● **PROBLEM STATEMENT**:
In your copy, the records appear word for word and the pictures do not appear at all.

[DATA PROVIDED — start]

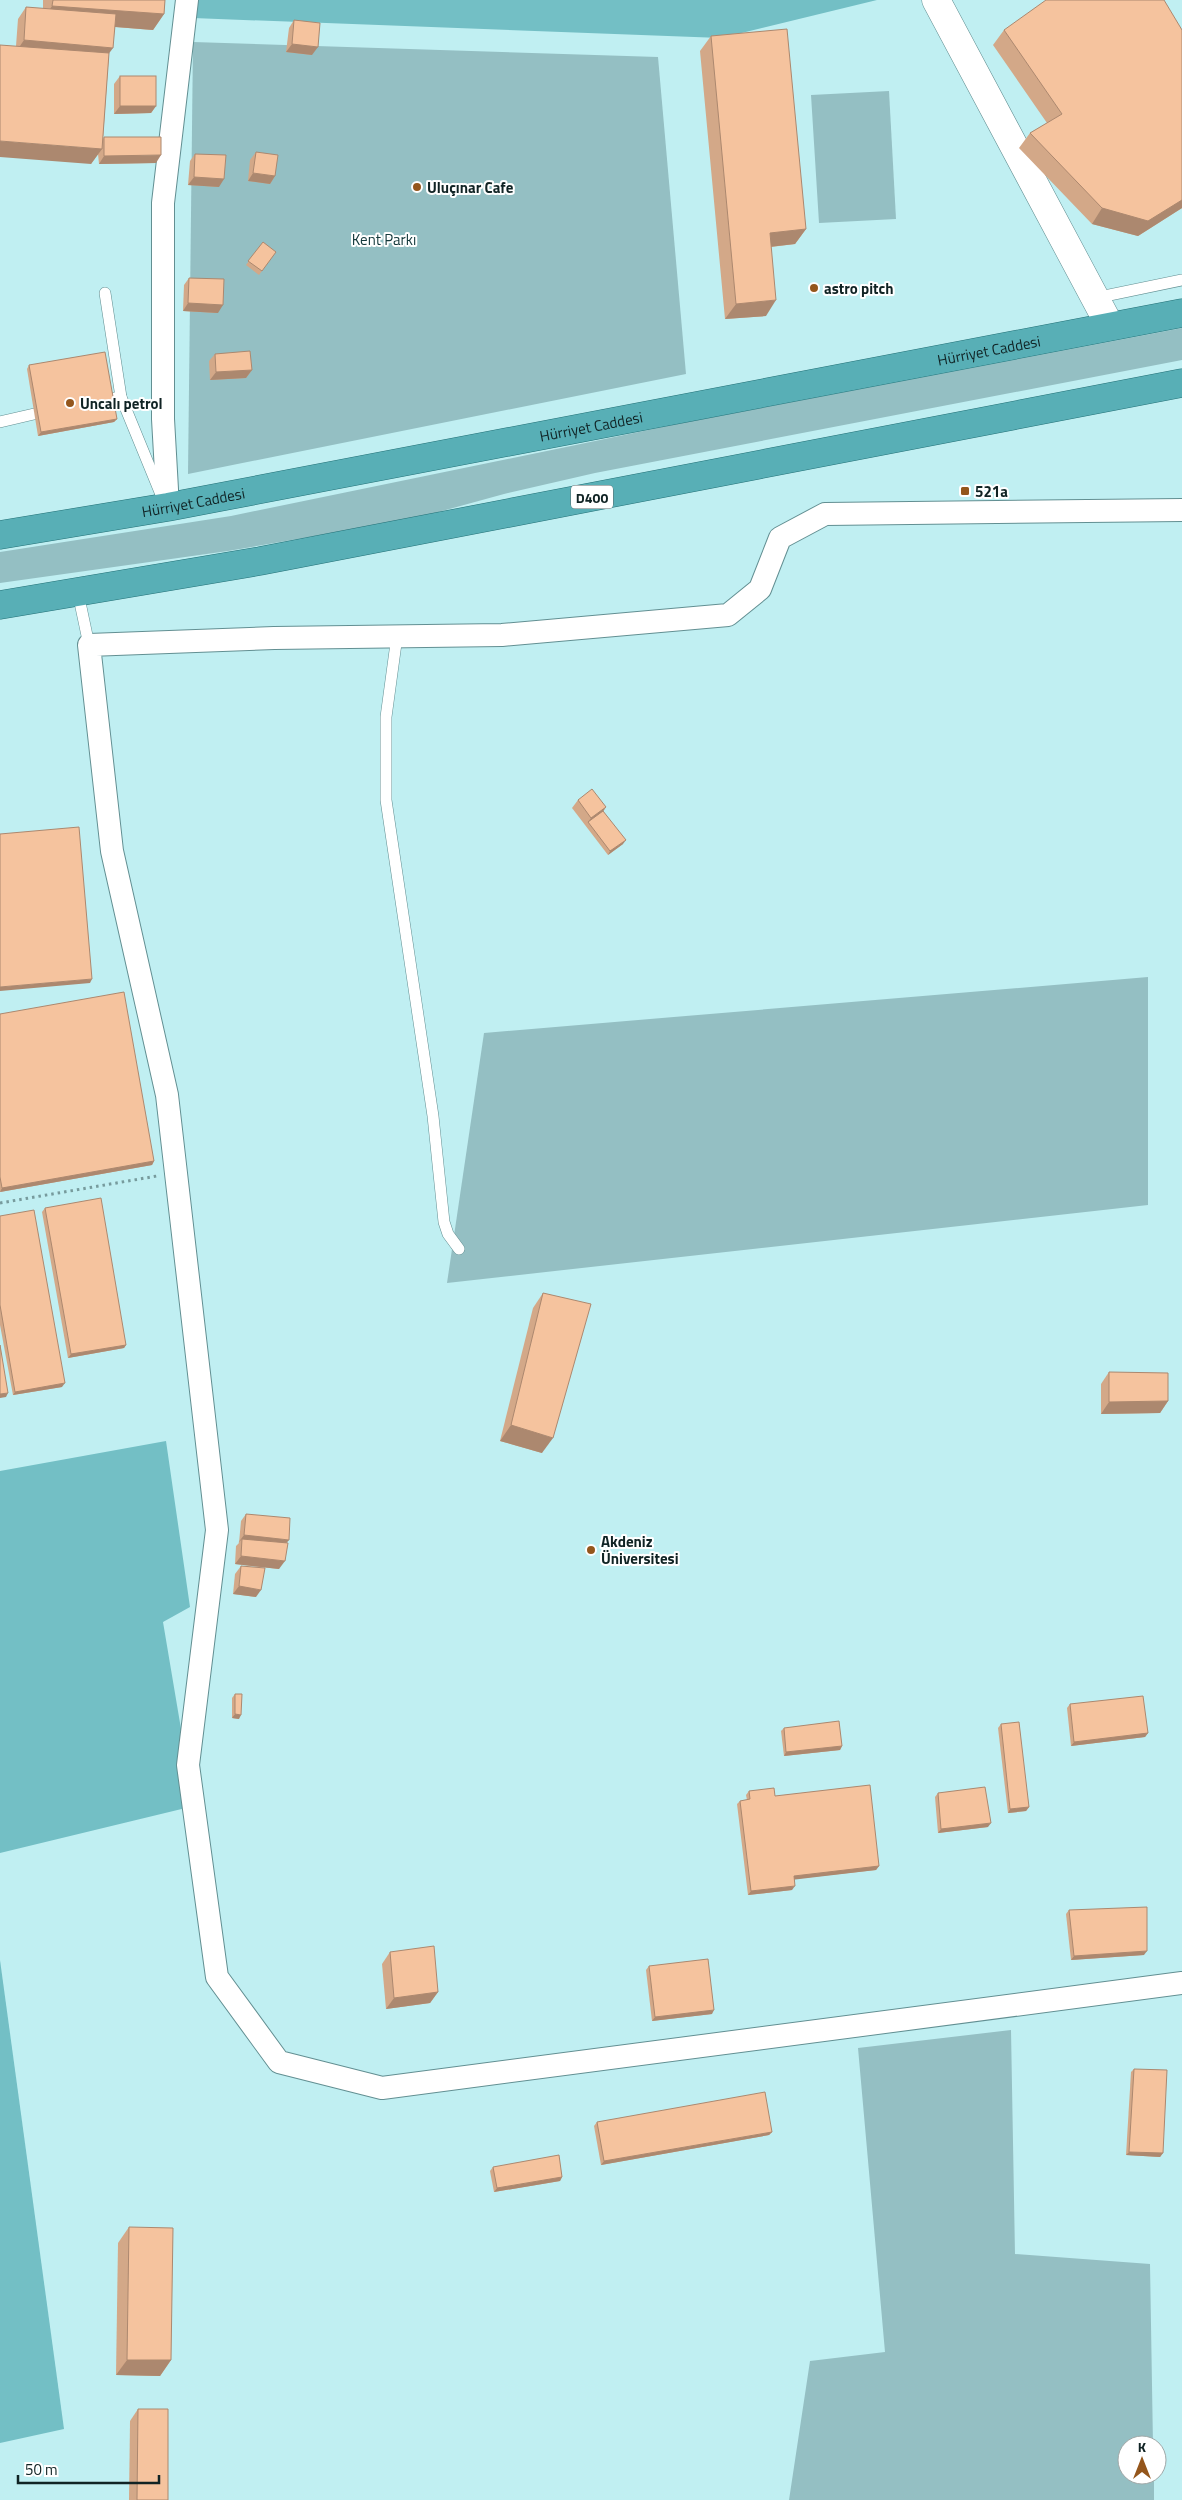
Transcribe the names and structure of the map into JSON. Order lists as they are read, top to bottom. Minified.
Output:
{"streets":{"highway":["Hürriyet Caddesi","D400"]},"parks":["Kent Parkı"],"places":{"other":["Uluçınar Cafe","astro pitch","Uncalı petrol","Akdeniz Üniversitesi"],"transit":["521a"]},"scale_bar":"50 m","north":"top"}
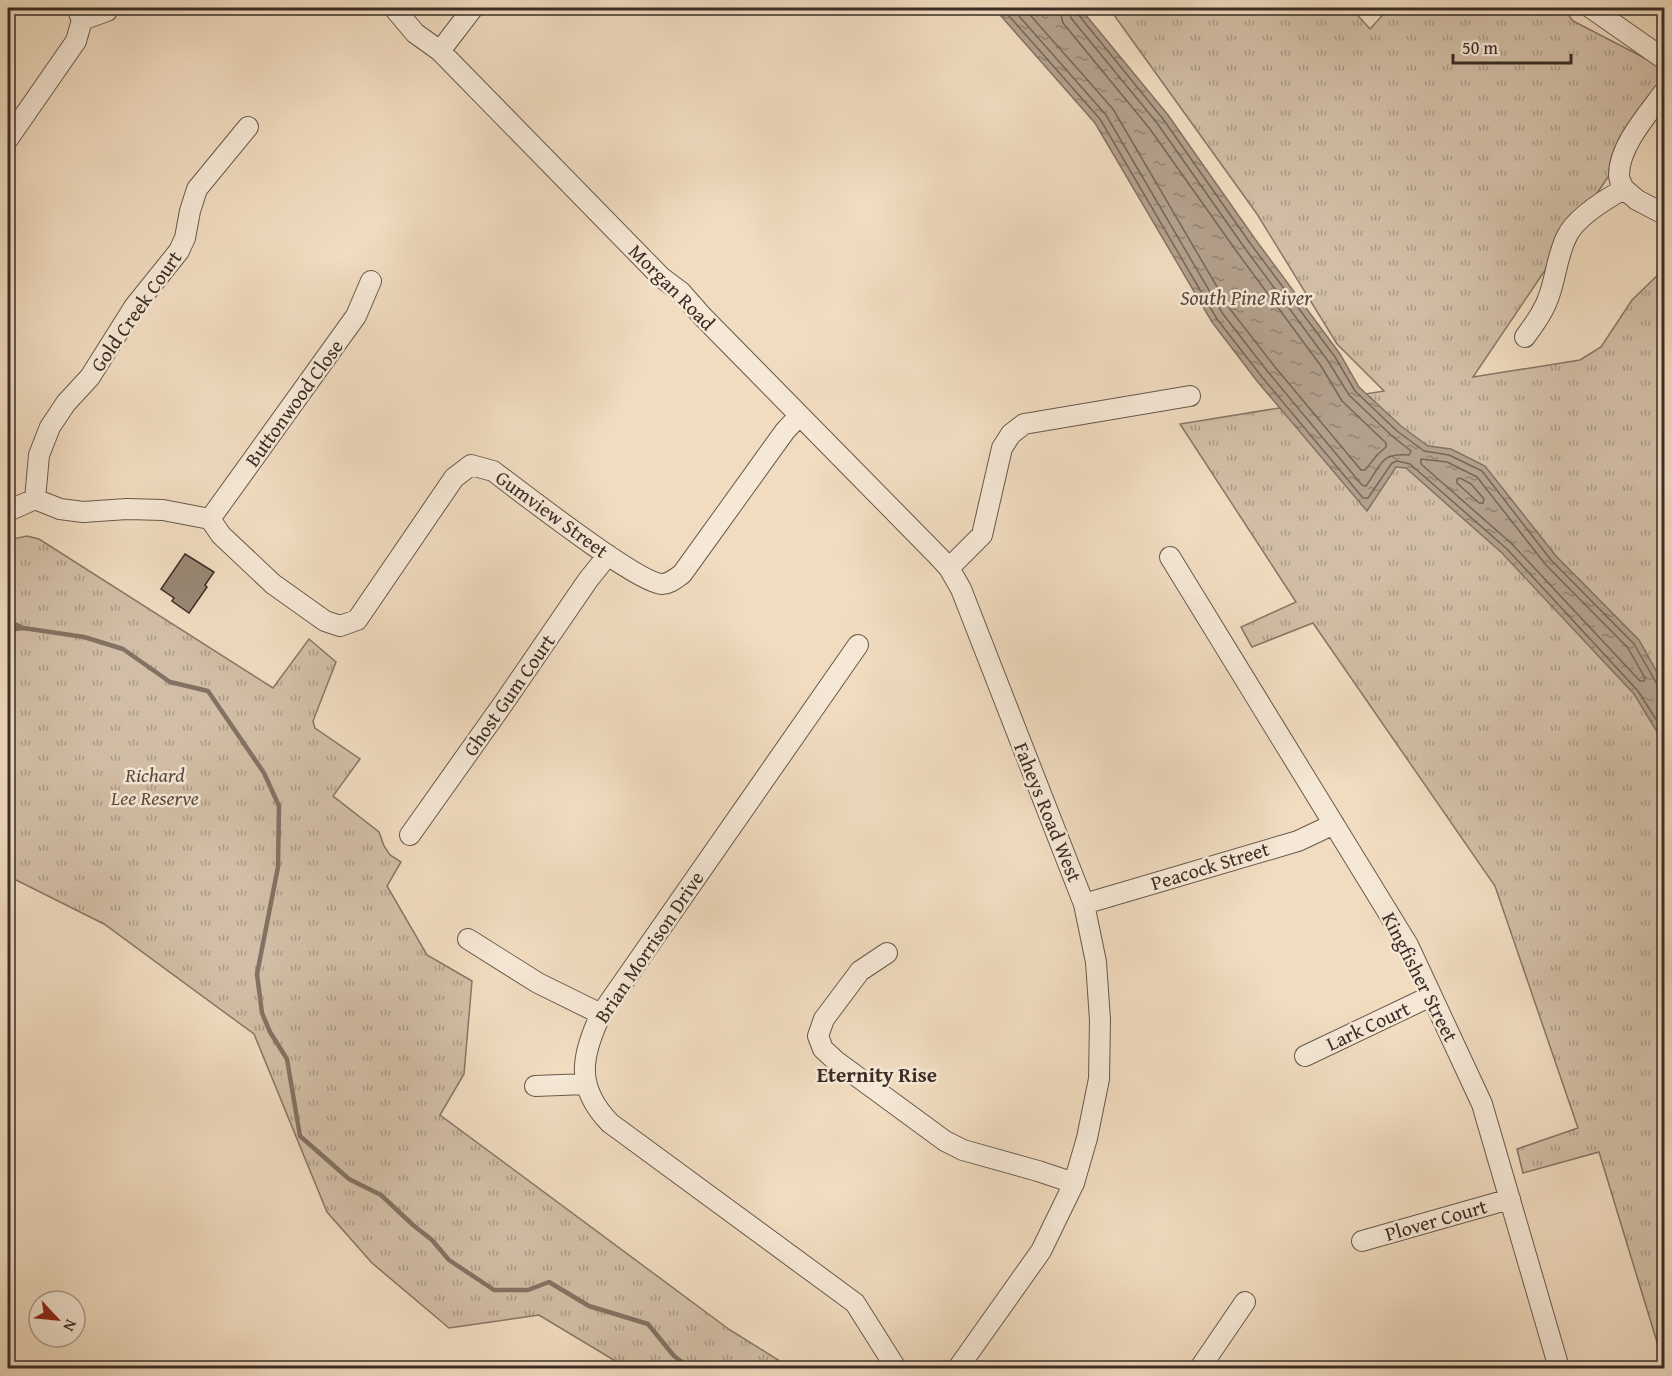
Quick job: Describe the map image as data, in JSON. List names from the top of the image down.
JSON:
{
  "streets": {
    "street": [
      "Morgan Road",
      "Gold Creek Court",
      "Buttonwood Close",
      "Gumview Street",
      "Ghost Gum Court",
      "Faheys Road West",
      "Peacock Street",
      "Brian Morrison Drive",
      "Kingfisher Street",
      "Lark Court",
      "Plover Court"
    ]
  },
  "crossings": [
    ["Morgan Road", "Gumview Street"],
    ["Morgan Road", "Faheys Road West"],
    ["Buttonwood Close", "Gumview Street"],
    ["Gumview Street", "Ghost Gum Court"],
    ["Faheys Road West", "Peacock Street"],
    ["Peacock Street", "Kingfisher Street"],
    ["Kingfisher Street", "Lark Court"],
    ["Kingfisher Street", "Plover Court"]
  ],
  "districts": ["Eternity Rise"],
  "water": ["South Pine River"],
  "parks": ["Richard Lee Reserve"],
  "scale_bar": "50 m",
  "north": "bottom right"
}
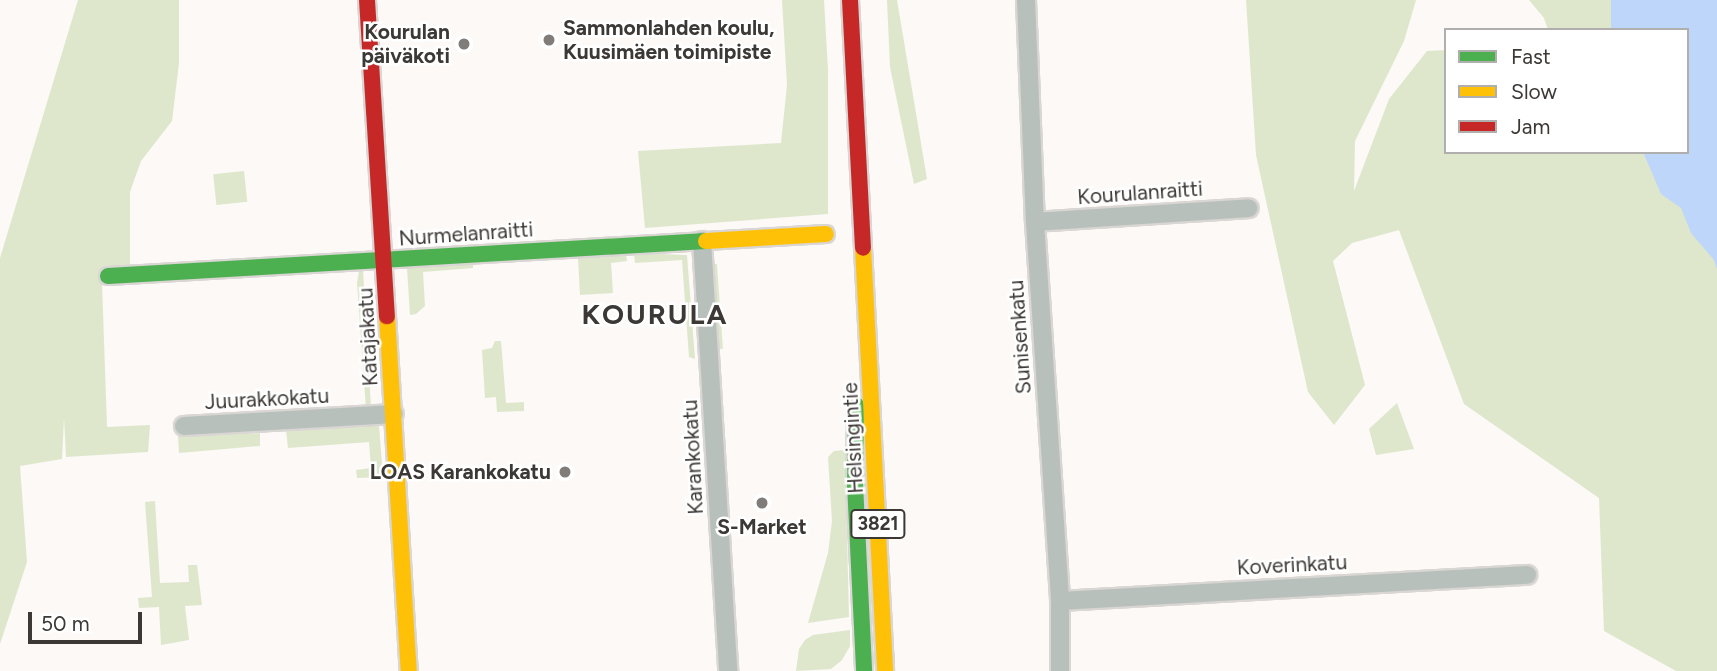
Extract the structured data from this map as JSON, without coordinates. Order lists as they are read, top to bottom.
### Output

[DATA PROVIDED — finish]

● **TASK RESULT**:
Transcribe the names and structure of the map into JSON. Order lists as they are read, top to bottom. Minified.
Output:
{"streets":{"highway":["Hürriyet Caddesi","D400"]},"parks":["Kent Parkı"],"places":{"other":["Uluçınar Cafe","astro pitch","Uncalı petrol","Akdeniz Üniversitesi"],"transit":["521a"]},"scale_bar":"50 m","north":"top"}
Quick job: Describe the map image as data, in JSON. List names from the top of the image down.
JSON:
{
  "streets": {
    "street": [
      "Morgan Road",
      "Gold Creek Court",
      "Buttonwood Close",
      "Gumview Street",
      "Ghost Gum Court",
      "Faheys Road West",
      "Peacock Street",
      "Brian Morrison Drive",
      "Kingfisher Street",
      "Lark Court",
      "Plover Court"
    ]
  },
  "crossings": [
    ["Morgan Road", "Gumview Street"],
    ["Morgan Road", "Faheys Road West"],
    ["Buttonwood Close", "Gumview Street"],
    ["Gumview Street", "Ghost Gum Court"],
    ["Faheys Road West", "Peacock Street"],
    ["Peacock Street", "Kingfisher Street"],
    ["Kingfisher Street", "Lark Court"],
    ["Kingfisher Street", "Plover Court"]
  ],
  "districts": ["Eternity Rise"],
  "water": ["South Pine River"],
  "parks": ["Richard Lee Reserve"],
  "scale_bar": "50 m",
  "north": "bottom right"
}
Extract the structured data from this map as JSON, without coordinates. Order lists as they are read, top to bottom.
### Output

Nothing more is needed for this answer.